▶ [Excerpted data]:
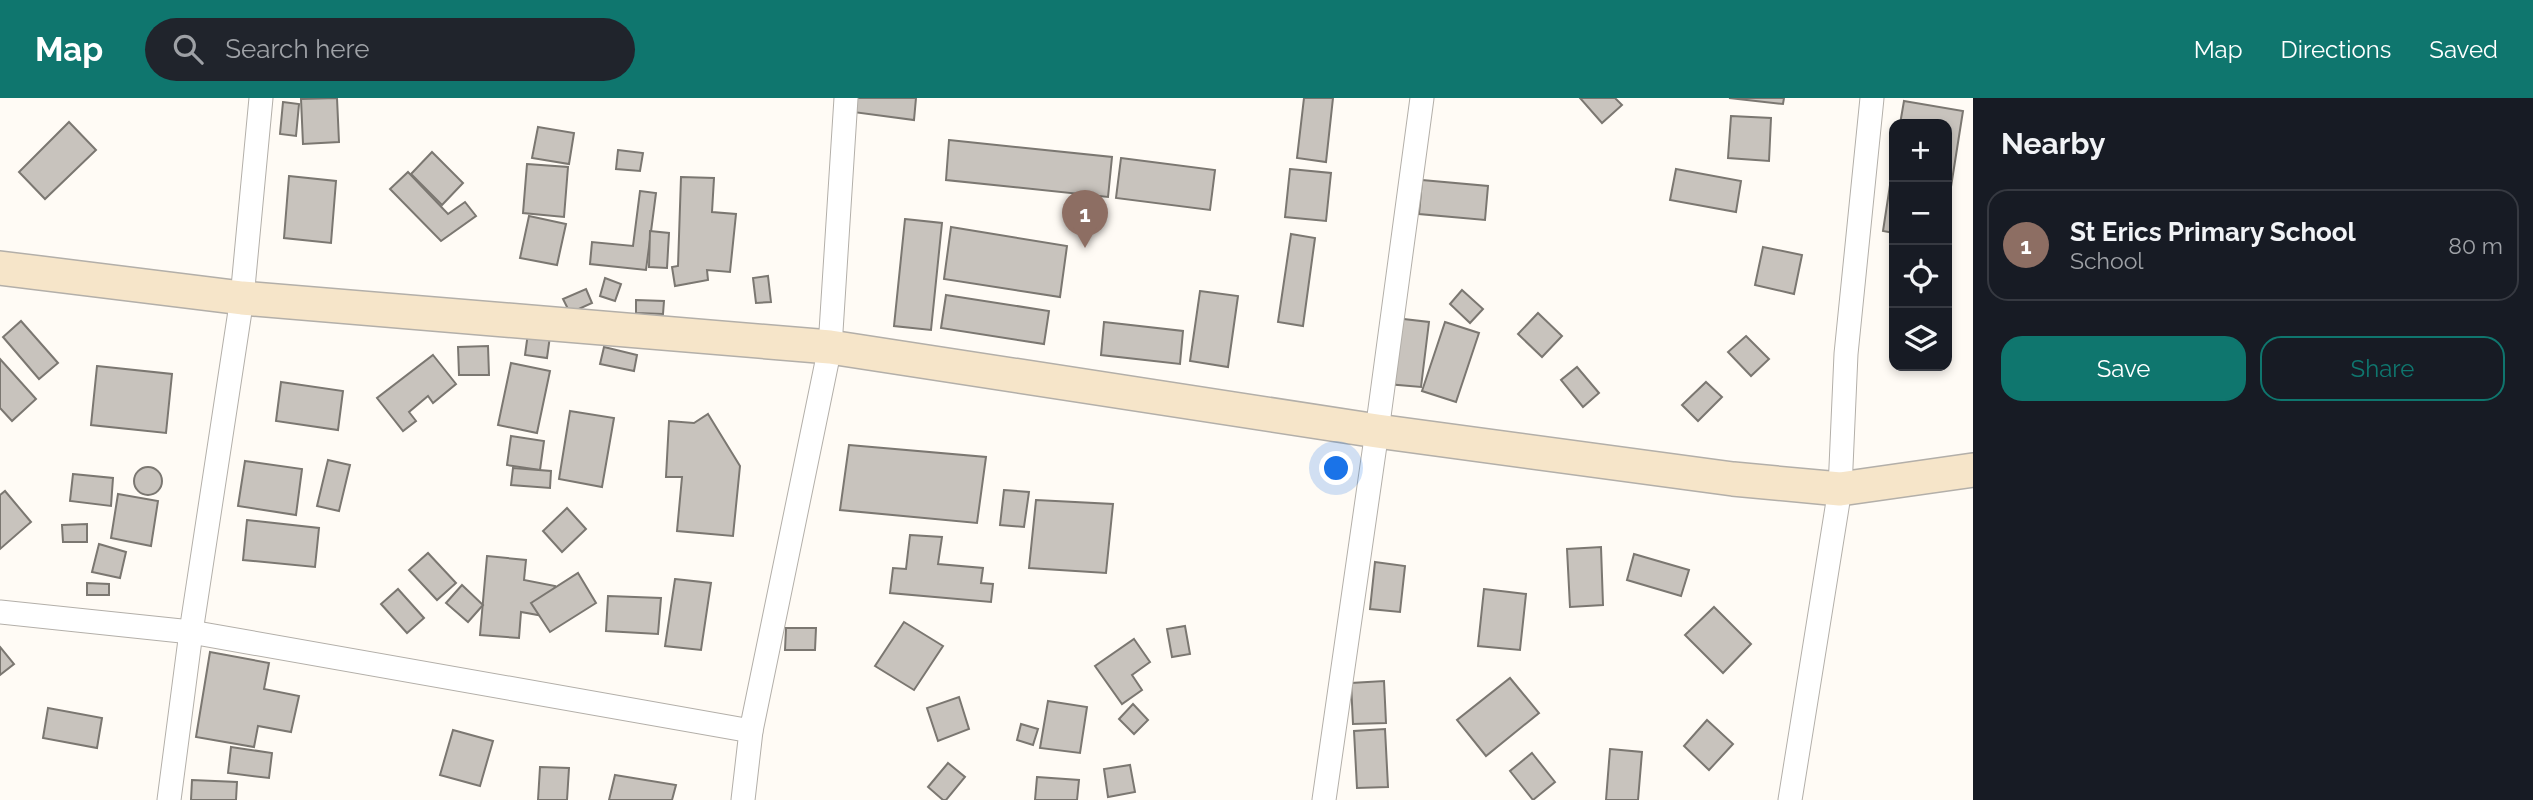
<!DOCTYPE html>
<html lang="en">
<head>
<meta charset="utf-8">
<style>
	:root { --surface:#171b24; --page:#20242c; --text:#f1f3f6; --muted:#9ea1a6; --line:#363941; --accent:#0f766e }
	body { margin:0; font-family:Raleway,sans-serif; background:var(--page); color:var(--text) }
	.controls { position:absolute; right:21px; top:21px; display:grid; overflow:hidden; border-radius:14px; box-shadow:0 4px 10px #0003 }
	.controls button { width:63px; height:63px; display:grid; place-items:center; padding:0; border:0; border-bottom:2px solid var(--line); background:var(--surface); color:var(--text); font:35px sans-serif }
	.you { position:absolute; left:1337px; top:371px; width:24px; height:24px; margin:-18px; border:5px solid #fff; border-radius:50%; background:#1a73e8; box-shadow:0 0 0 10px #1a73e833 }
	.badge { display:grid; place-items:center; width:46px; height:46px; border-radius:50%; background:var(--accent); color:#fff; font-size:23px; font-weight:700 }
	.pin { position:absolute; translate:-50% -58px; filter:drop-shadow(0 2px 4px #0008) }
	.pin::after { content:''; position:absolute; top:37px; width:24px; height:21px; background:inherit; clip-path:polygon(0 0,100% 0,50% 100%) }
	.list { margin:0; padding:0; list-style:none }
	h2 { display:flex; justify-content:space-between; align-items:center; height:91px; margin:0; padding:0 28px; font-size:30px }
	h2 small { font-size:23px; font-weight:400; color:var(--muted) }
	.list li { display:grid; grid-template-columns:46px 1fr auto; gap:21px; align-items:center; box-sizing:border-box; height:112px; margin:0 14px 14px; padding:0 14px; border:2px solid var(--line); border-radius:21px }
	.list b { display:block; font-size:26px; white-space:nowrap }
	.list p { margin:0; font-size:23px; white-space:nowrap; color:var(--muted) }
	.list em { font-size:23px; font-style:normal; color:var(--muted) }
	.actions { display:flex; gap:14px; padding:21px 28px }
	.actions a { flex:1; padding:16px 0; border:2px solid var(--accent); border-radius:21px; text-align:center; font-size:24px; color:var(--accent) }
	.actions .main { background:var(--accent); color:#fff }
	.icon { flex:none; width:38px; height:38px; fill:none; stroke:currentColor; stroke-width:2; stroke-linecap:round; stroke-linejoin:round }
	.map { position:relative; flex:none; width:1973px; height:702px; overflow:hidden }
	header { display:flex; align-items:center; gap:42px; box-sizing:border-box; height:98px; padding:0 35px; background:var(--accent); color:#fff }
	header strong { font-size:33px }
	nav { display:flex; gap:38px; margin-inline-start:auto; font-size:24px }
	.search { width:490px; height:63px; background:var(--page); display:flex; align-items:center; gap:18px; box-sizing:border-box; padding:0 24px; border-radius:38px; color:var(--muted); font-size:26px }
	main { display:flex }
	aside { flex:1; background:var(--surface) }
	.map>svg:first-child { display:block }
	.building { fill:#c8c3bd; stroke:#7b7771; stroke-width:2 }
	.lines { fill:none; stroke-linecap:round; stroke-linejoin:round }
	.street-casing { stroke:#b3afa9; stroke-width:25 }
	.secondary-casing { stroke:#b3afa9; stroke-width:36 }
	.street { stroke:#fff; stroke-width:23 }
	.secondary { stroke:#f6e5c9; stroke-width:33 }
</style>
</head>
<body>
<header>
<strong>Map</strong>
<div class="search"><svg class="icon" aria-label="search" viewBox="0 0 24 24"><circle cx="10" cy="10" r="6"/><path d="M15 15l6 6"/></svg>Search here</div>
<nav><a>Map</a><a>Directions</a><a>Saved</a></nav>
</header>
<main>
<div class="map">
<svg width="1973" height="702" viewBox="0 0 1973 702">
	<rect width="100%" height="100%" fill="#fffbf5"/>
	<g class="building">
		<polygon points="337,0 339,44 303,46 301,1"/>
		<polygon points="855,0 916,0 914,22 853,14"/>
		<polygon points="1304,0 1333,0 1326,64 1297,60"/>
		<polygon points="1580,0 1615,0 1622,7 1602,25"/>
		<polygon points="1729,0 1784,0 1783,6"/>
		<polygon points="1904,3 1963,13 1947,114 1947,26 1900,26"/>
		<polygon points="283,4 299,6 296,38 280,36"/>
		<polygon points="1731,18 1771,20 1769,63 1728,60"/>
		<polygon points="69,24 96,52 45,101 19,74"/>
		<polygon points="538,29 574,35 569,66 532,60"/>
		<polygon points="949,42 1112,59 1108,99 946,82"/>
		<polygon points="618,52 643,55 640,73 616,71"/>
		<polygon points="432,54 463,85 442,107 411,76"/>
		<polygon points="1121,60 1215,72 1210,112 1116,100"/>
		<polygon points="1894,61 1894,135 1883,133"/>
		<polygon points="527,66 568,69 564,119 523,115"/>
		<polygon points="1290,71 1331,75 1326,123 1285,119"/>
		<polygon points="1676,71 1741,83 1736,114 1670,102"/>
		<polygon points="408,74 448,116 465,104 476,118 441,143 390,91"/>
		<polygon points="289,78 336,83 331,145 284,140"/>
		<polygon points="681,79 714,80 712,114 736,116 730,174 707,172 708,182 675,188 672,169 678,168"/>
		<polygon points="1422,82 1488,88 1485,122 1419,116"/>
		<polygon points="640,93 656,95 646,172 590,166 592,144 633,148"/>
		<polygon points="529,118 566,126 557,167 520,160"/>
		<polygon points="905,121 942,125 931,232 894,228"/>
		<polygon points="951,129 1067,148 1060,199 944,181"/>
		<polygon points="650,133 669,135 667,170 649,169"/>
		<polygon points="1291,136 1315,140 1303,228 1278,224"/>
		<polygon points="1763,149 1802,157 1794,196 1755,187"/>
		<polygon points="768,178 771,204 756,205 753,180"/>
		<polygon points="605,180 621,186 615,203 600,198"/>
		<polygon points="586,191 592,205 570,215 563,201"/>
		<polygon points="1462,192 1483,211 1470,225 1450,206"/>
		<polygon points="1200,193 1238,198 1228,269 1190,263"/>
		<polygon points="946,197 1049,213 1044,246 941,230"/>
		<polygon points="636,202 664,203 663,216 636,215"/>
		<polygon points="1538,215 1562,238 1542,259 1518,236"/>
		<polygon points="1395,220 1429,224 1421,289 1387,286"/>
		<polygon points="21,223 58,265 39,281 3,239"/>
		<polygon points="1104,224 1183,233 1180,266 1101,257"/>
		<polygon points="1445,224 1479,235 1456,304 1422,293"/>
		<polygon points="528,235 550,238 547,260 525,257"/>
		<polygon points="1746,238 1769,261 1751,278 1728,254"/>
		<polygon points="488,248 489,277 459,277 458,249"/>
		<polygon points="604,249 637,257 634,273 600,266"/>
		<polygon points="433,257 456,286 433,305 428,298 409,314 416,323 403,333 377,300"/>
		<polygon points="0,261 36,301 12,323 0,310"/>
		<polygon points="511,265 550,273 537,335 498,327"/>
		<polygon points="97,268 172,276 166,335 91,327"/>
		<polygon points="1577,269 1599,295 1583,309 1561,282"/>
		<polygon points="281,284 343,293 338,332 276,323"/>
		<polygon points="1706,284 1722,299 1698,323 1682,307"/>
		<polygon points="570,313 614,320 602,389 559,381"/>
		<polygon points="708,316 740,368 733,438 677,433 682,379 666,379 669,323 694,325"/>
		<polygon points="511,338 544,343 540,372 507,367"/>
		<polygon points="849,347 986,359 977,425 840,412"/>
		<polygon points="328,362 350,367 339,413 317,408"/>
		<polygon points="245,363 302,371 296,417 238,408"/>
		<circle cx="148" cy="383" r="14"/>
		<polygon points="513,370 551,373 550,390 511,387"/>
		<polygon points="73,376 113,380 111,408 70,403"/>
		<polygon points="1004,392 1029,394 1024,429 1000,427"/>
		<polygon points="5,393 31,424 0,451 0,397"/>
		<polygon points="118,396 158,403 151,448 111,440"/>
		<polygon points="1036,402 1113,406 1106,475 1029,470"/>
		<polygon points="567,410 586,431 562,454 543,433"/>
		<polygon points="247,422 319,430 315,469 243,462"/>
		<polygon points="87,426 87,444 63,444 62,427"/>
		<polygon points="910,437 942,439 938,466 983,470 981,485 993,486 991,504 890,495 893,470 906,471"/>
		<polygon points="99,446 126,454 120,480 92,474"/>
		<polygon points="1601,449 1603,507 1570,509 1567,451"/>
		<polygon points="428,455 456,485 437,502 409,472"/>
		<polygon points="1634,456 1689,472 1681,498 1627,482"/>
		<polygon points="487,458 526,462 524,482 555,488 549,519 521,514 519,540 480,537"/>
		<polygon points="1375,464 1405,468 1400,514 1370,511"/>
		<polygon points="578,475 596,505 550,534 531,505"/>
		<polygon points="675,481 711,485 701,552 665,548"/>
		<polygon points="87,485 109,486 109,497 87,497"/>
		<polygon points="462,487 483,507 468,524 446,505"/>
		<polygon points="398,491 424,520 407,535 381,506"/>
		<polygon points="1484,491 1526,496 1520,552 1478,548"/>
		<polygon points="608,498 661,500 658,536 606,533"/>
		<polygon points="1714,509 1751,546 1723,575 1685,537"/>
		<polygon points="904,524 943,548 914,592 875,568"/>
		<polygon points="1185,528 1190,556 1172,559 1167,531"/>
		<polygon points="786,530 816,530 815,552 785,552"/>
		<polygon points="1134,541 1150,564 1132,577 1142,592 1122,606 1095,568"/>
		<polygon points="0,549 14,566 0,577"/>
		<polygon points="210,554 269,565 264,591 299,598 291,634 258,628 254,649 196,639"/>
		<polygon points="1510,580 1539,615 1486,658 1457,622"/>
		<polygon points="1384,583 1386,625 1353,626 1351,585"/>
		<polygon points="959,599 969,631 938,643 927,610"/>
		<polygon points="1048,603 1087,609 1080,655 1040,650"/>
		<polygon points="1133,606 1148,622 1134,636 1119,621"/>
		<polygon points="48,610 102,620 97,650 43,640"/>
		<polygon points="1707,622 1733,646 1709,672 1684,648"/>
		<polygon points="1021,626 1038,631 1033,647 1017,642"/>
		<polygon points="1385,631 1388,689 1357,690 1354,633"/>
		<polygon points="453,632 493,643 480,688 440,677"/>
		<polygon points="231,649 272,655 269,680 228,675"/>
		<polygon points="1610,651 1642,654 1638,702 1606,702"/>
		<polygon points="1532,655 1555,684 1533,702 1510,673"/>
		<polygon points="948,665 965,679 946,702 943,702 928,689"/>
		<polygon points="1130,667 1135,694 1108,699 1104,671"/>
		<polygon points="540,669 569,670 567,702 538,702"/>
		<polygon points="615,677 676,687 672,702 609,702"/>
		<polygon points="1037,679 1079,682 1077,702 1035,702"/>
		<polygon points="192,682 237,684 236,702 191,702"/>
	</g>
	<g class="lines">
		<g class="street-casing">
			<g id="street">
				<polyline points="0,514 191,534 751,633"/>
				<polyline points="169,702 191,534 242,200 261,0"/>
				<polyline points="743,702 751,633 830,249 846,0"/>
				<polyline points="1324,702 1377,333 1422,0"/>
				<polyline points="1790,702 1840,391 1846,256 1872,0"/>
			</g>
		</g>
		<g class="secondary-casing">
			<polyline id="secondary" points="0,170 242,200 830,249 1377,333 1733,381 1840,391 1973,372"/>
		</g>
		<use href="#street" class="street"/>
		<use href="#secondary" class="secondary"/>
	</g>
</svg>
<div class="controls">
<button>+</button>
<button>−</button>
<button><svg class="icon" aria-label="locate" viewBox="0 0 24 24"><circle cx="12" cy="12" r="6"/><path d="M12 2v4M12 18v4M2 12h4M18 12h4"/></svg></button>
<button><svg class="icon" aria-label="layers" viewBox="0 0 24 24"><path d="M12 4l9 5-9 5-9-5zM3 14l9 5 9-5"/></svg></button>
</div>
<div class="you"></div>
<div class="pin badge" style="left:1085px;top:150px;background:#8d6e63">1</div>
</div>
<aside>
<h2>Nearby<small></small></h2>
<ul class="list">
<li><span class="badge" style="background:#8d6e63">1</span><div><b>St Erics Primary School</b><p>School</p></div><em>80 m</em></li>
</ul>
<div class="actions"><a class="main">Save</a><a>Share</a></div>
</aside>
</main>
</body>
</html>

▶ [The problem]: Output exactly the lines from the first line of the records through the line containing "position:absolute; right:21px; top:21px;". Leave out every picture.

▶ [Your response]:
<!DOCTYPE html>
<html lang="en">
<head>
<meta charset="utf-8">
<style>
	:root { --surface:#171b24; --page:#20242c; --text:#f1f3f6; --muted:#9ea1a6; --line:#363941; --accent:#0f766e }
	body { margin:0; font-family:Raleway,sans-serif; background:var(--page); color:var(--text) }
	.controls { position:absolute; right:21px; top:21px; display:grid; overflow:hidden; border-radius:14px; box-shadow:0 4px 10px #0003 }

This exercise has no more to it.